Those are the lures that each niche uses, sure, but the result is that we lose
time. The result is the problem, not the drug packaging or delivery mechanism.

If anything, that makes it more disturbing: whatever our psychological needs,
there's electronic joy out there competing for them.

Not sure how it will play out. I'm an optimist, but after I wrote this it's
kind of drug me down. I'm sure we'll muddle through somehow as a species. We
always do.

------
jacquesm
Man that's some excellent writing. I'm seriously jealous at your ability to
write like that, I'll need to practice more :)

I did spot this little HN reference in there:

"Programmers are creating "no procrastinate" options for their web sites in
order to help users not spend so much time there."

thanks for all that work!

I agree with your premise that technology is addictive, I think it somehow
fits in with our fascination with tools in general.

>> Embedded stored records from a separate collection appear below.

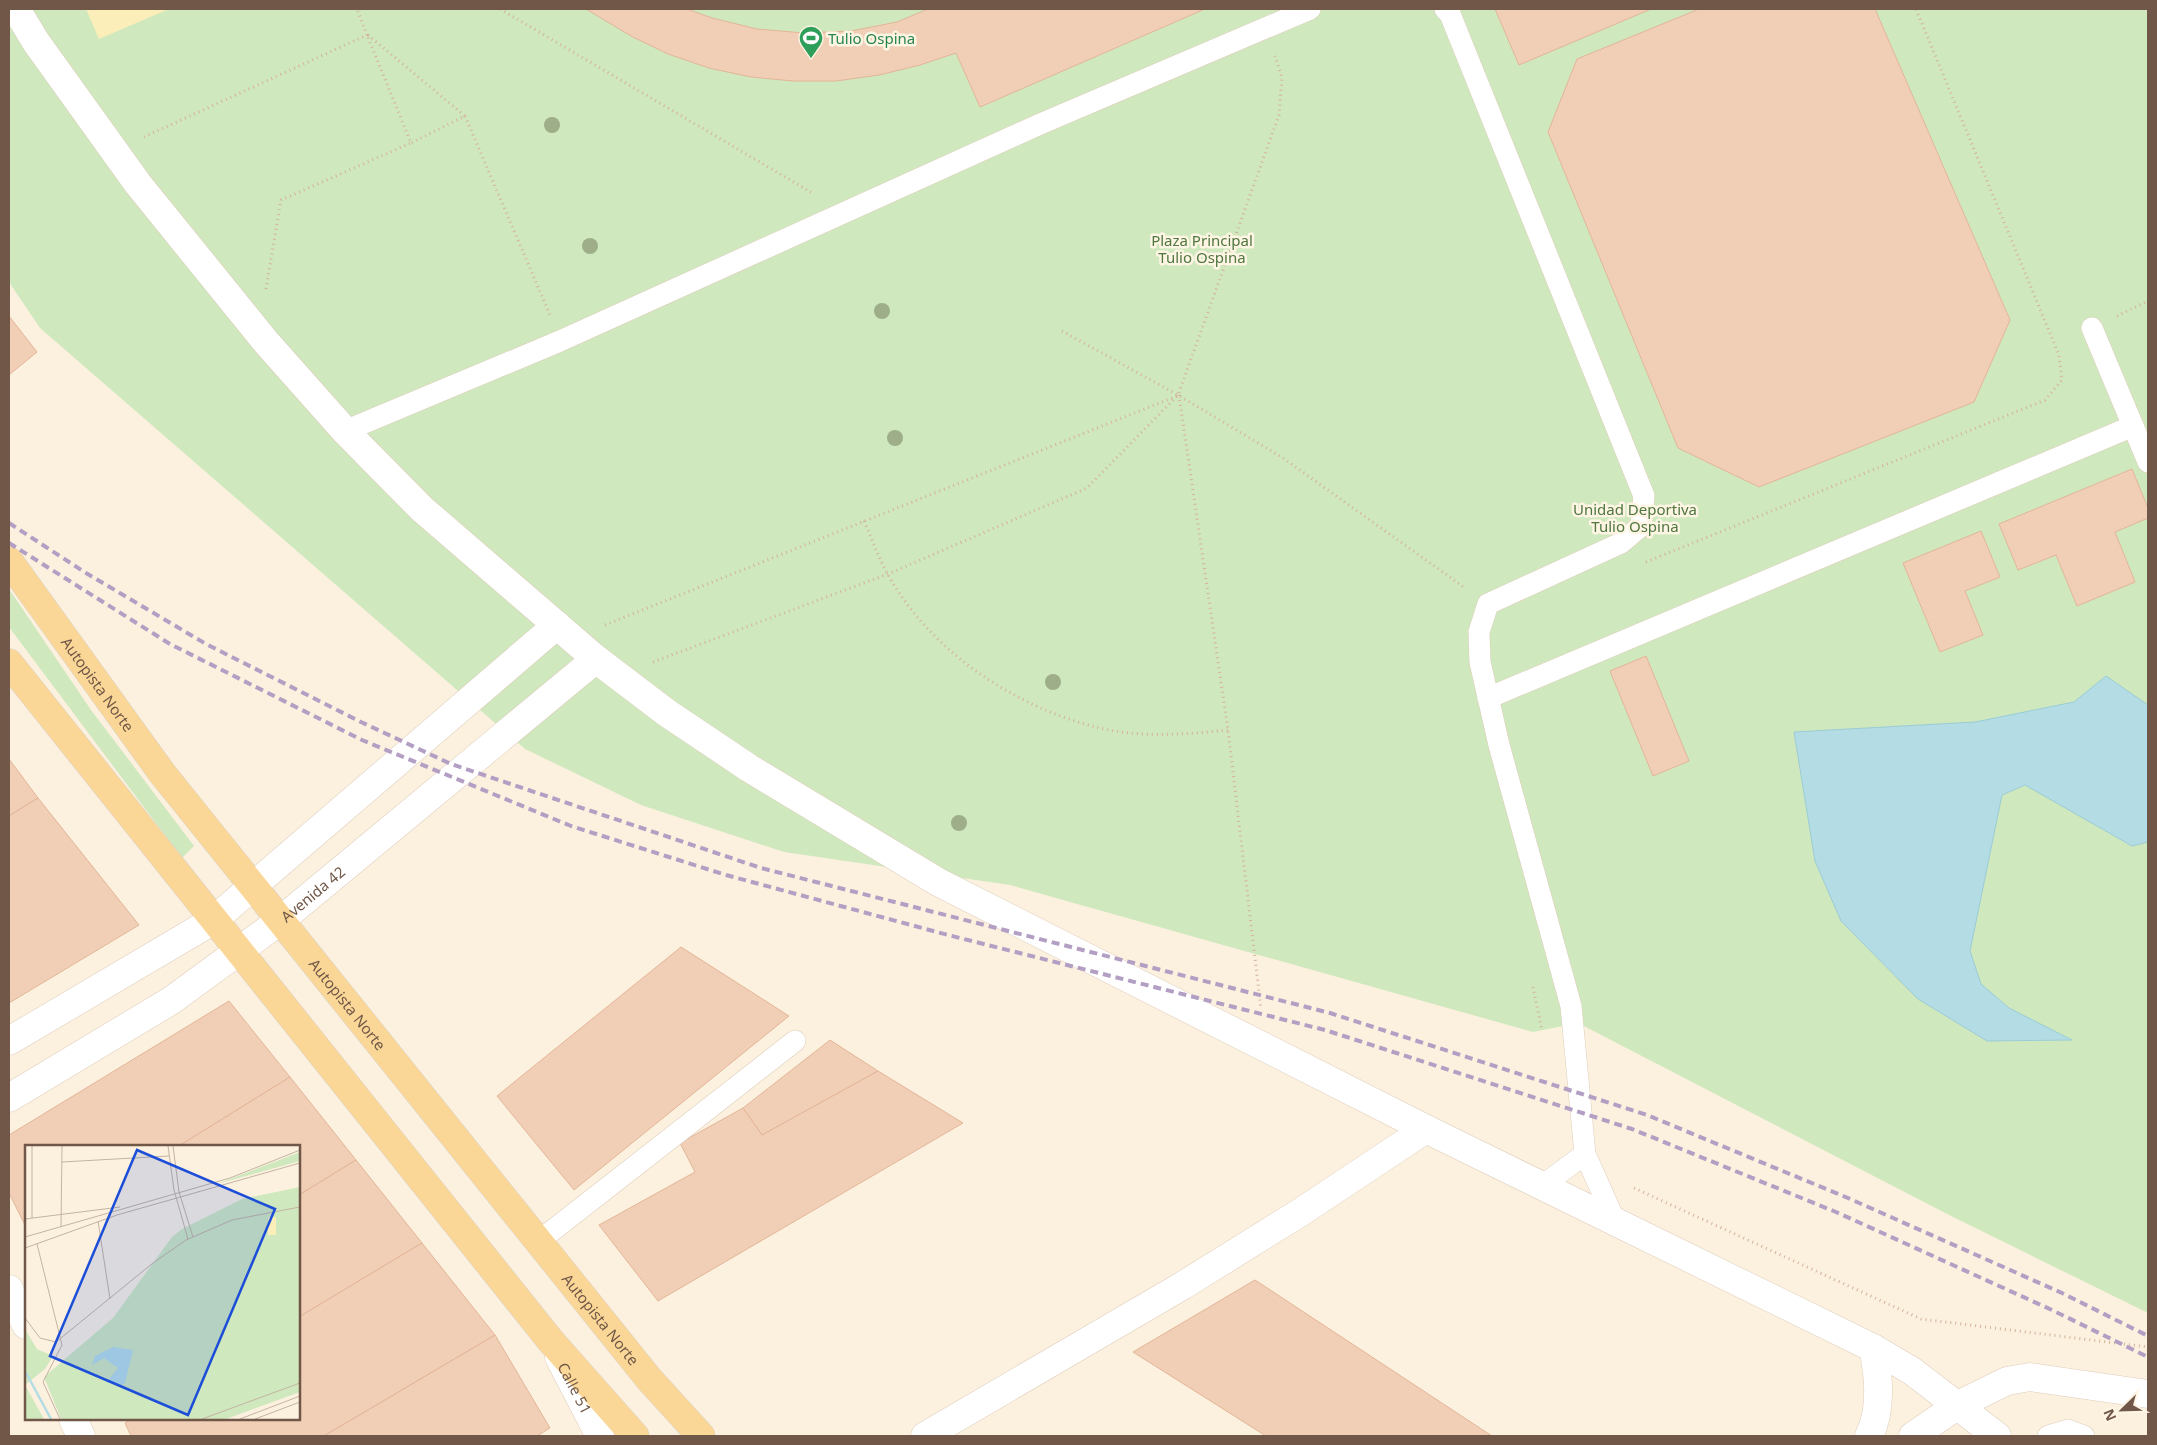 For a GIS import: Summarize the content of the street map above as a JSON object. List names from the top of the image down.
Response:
{
  "streets": {
    "main road": ["Autopista Norte"],
    "street": ["Avenida 42", "Calle 51"]
  },
  "crossings": [
    ["Autopista Norte", "Avenida 42"]
  ],
  "parks": ["Plaza Principal Tulio Ospina", "Unidad Deportiva Tulio Ospina"],
  "places": {
    "sports": ["Tulio Ospina"]
  },
  "north": "bottom left"
}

After all humans are
'toolmakers' par excellence, tools mean survival, food and progress, no wonder
we should become addicted to them.

Your analog with heroin and the time required to figure out what was happening
reminds me of the old story of the frog and the boiling pot: If you put a frog
in a pot with hot water it will jump out immediately, but if you slowly raise
the temperature the frog won't notice the problem until it is too late to jump
out and it perishes.

Not sure if that's a true story but that's how I remember it.

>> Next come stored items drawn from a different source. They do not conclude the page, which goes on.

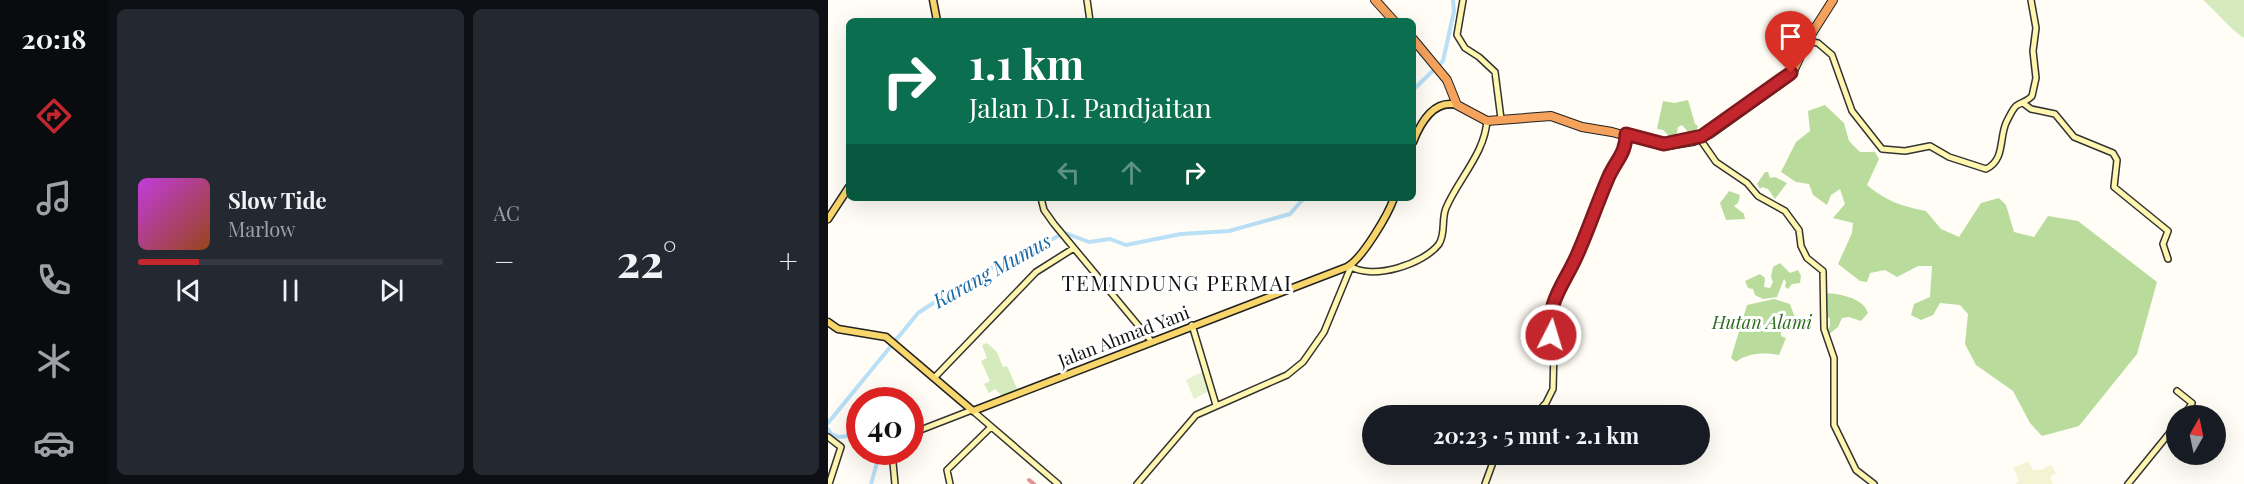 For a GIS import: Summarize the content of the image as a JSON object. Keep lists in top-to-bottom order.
{
  "streets": {
    "main road": ["Jalan Ahmad Yani"]
  },
  "districts": ["TEMINDUNG PERMAI"],
  "water": ["Karang Mumus"],
  "parks": ["Hutan Alami"],
  "north": "top",
  "page": {
    "tabs": "20:18",
    "tile": "AC",
    "turn": ["1.1 km", "Jalan D.I. Pandjaitan"],
    "song": ["Slow Tide", "Marlow"],
    "heat": ["−", "22°", "+"],
    "limit": "40",
    "trip": "20:23 · 5 mnt · 2.1 km"
  }
}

I'm passing your article on to my 15 year old son to read.

------
unalone
From the comments:

 _I watched the movie Idiocracy with you and it hit me in the face as to one
potential out come for the human race. But talking about the fact that we
don't do physical chores that were done a hundred years ago, doesn't make a
lot of sense. After all, things have changed. Those chores are no longer an
issue._

I just saw Idiocracy yesterday (ironically, I decided it wasn't worth paying
attention to so I played it on the top of the screen and coded on the bottom
of the screen), and I think that assuming it's a plausible outcome is kind of
silly. I doubt Mike Judge, the director, would disagree. Idiocracy is much
more a critique of the present than it is of the future.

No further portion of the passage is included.